In short, we shall consider the strategy of model-based flash RTI using purposive sampling and debit card transactions for NACE47. Provided the turnover values can be obtained from most of the take-all units by $t + 7$ , it is envisaged that the Retail Volume Index for NACE47 can be produced by $t + 15$ , allowing for the necessary post-RTI processing. This will halve the thirty-day lag of dissemination that is common internationally, while at the same time reducing survey response burden and processing cost.

However, the feasibility of this strategy depends on whether (model) learning can be organized in a fruitful way in the case of purposive sampling, which means that no target observations (of turnover) are at all available for the non-take-all units at the time of flash estimation.

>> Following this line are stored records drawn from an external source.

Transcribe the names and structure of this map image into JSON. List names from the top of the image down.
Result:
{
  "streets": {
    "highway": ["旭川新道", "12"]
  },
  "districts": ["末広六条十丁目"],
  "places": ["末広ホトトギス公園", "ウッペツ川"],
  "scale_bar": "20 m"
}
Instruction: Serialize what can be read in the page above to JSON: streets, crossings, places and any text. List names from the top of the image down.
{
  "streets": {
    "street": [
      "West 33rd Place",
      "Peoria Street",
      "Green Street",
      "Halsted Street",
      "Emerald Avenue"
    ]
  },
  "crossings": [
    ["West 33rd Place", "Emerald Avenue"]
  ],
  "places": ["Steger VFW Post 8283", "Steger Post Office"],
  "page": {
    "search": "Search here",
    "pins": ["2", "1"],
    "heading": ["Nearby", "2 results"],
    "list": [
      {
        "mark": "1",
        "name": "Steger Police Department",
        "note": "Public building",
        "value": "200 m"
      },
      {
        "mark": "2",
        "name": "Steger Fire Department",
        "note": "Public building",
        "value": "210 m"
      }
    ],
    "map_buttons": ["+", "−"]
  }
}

We shall formulate and investigate two new learning approaches. First, by adapting a loss function that bears some semblance to regularization, such as LASSO (Tibshirani 1996), we devise augmented learning that allows one to learn from both the past non-take-all units and current take-all units. Next, taking inspirations from the field of transfer learning (e.g., Ng 2016; Pratt 1993), we formulate quasi transfer learning for situations where observations of the target model can only become available retrospectively.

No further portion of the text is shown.